Russia has said the vaccine, developed by Moscow's Gamaleya Institute and the first for the coronavirus to go into production, will be rolled out by the end of this month. Some scientists said they fear Moscow may be putting national prestige before safety.
Ian Bremmer, a political scientist, and author shared an article on the doubts cast on Russia’s new Covid-19 vaccine.
Developed by the Gamaleya institute in Moscow, the vaccine has been approved by Russian health authorities without undergoing phase III clinical trials required to prove the efficacy and safety of the vaccine.
Although Russia has announced mass vaccination to begin in October, the effectiveness of the vaccine is yet to be known.
If the vaccine proves effective, it could provide several advantages to Russia. Firstly, the vaccine could enable Russia’s economy to recover faster than in other countries. The demand for the vaccine will also increase boosting the country’s global image while generating huge revenues. However, if the vaccine proves ineffective Russia’s image could be badly damaged.
In other news, Prof.

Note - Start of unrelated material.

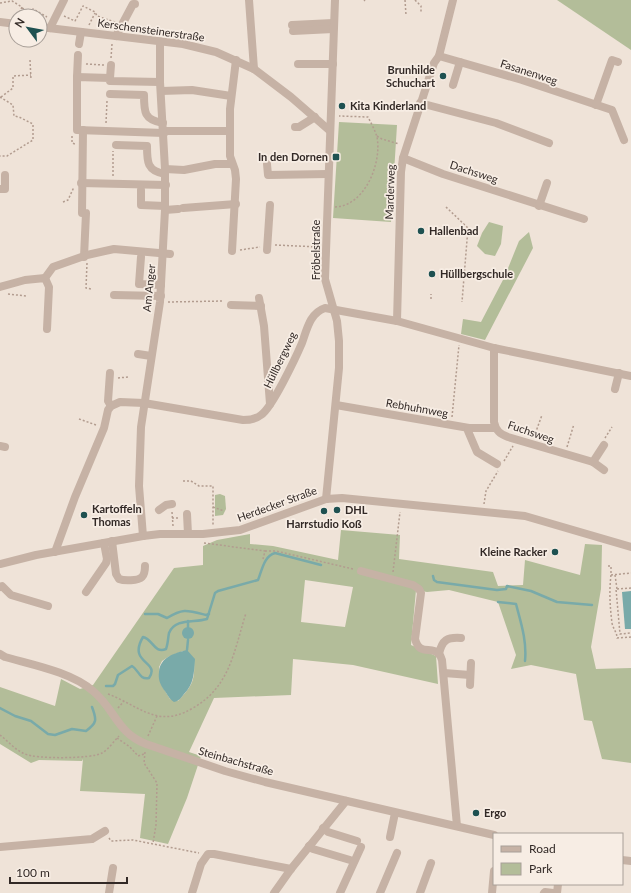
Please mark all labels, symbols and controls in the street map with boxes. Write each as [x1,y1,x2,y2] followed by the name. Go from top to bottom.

Steve Hanke, an economist at Johns Hopkins, shared an article on how Sweden adopted a laissez-faire approach to the pandemic and experience fewer deaths per capita and half the GDP decline of 8.6%.
The article noted that using a slightly variant approach adopted by Sweden instead of a complete lockdown could have helped with the UK’s economic recovery.
Hanke noted that the UK National Health Service is the most overrated health system in the world.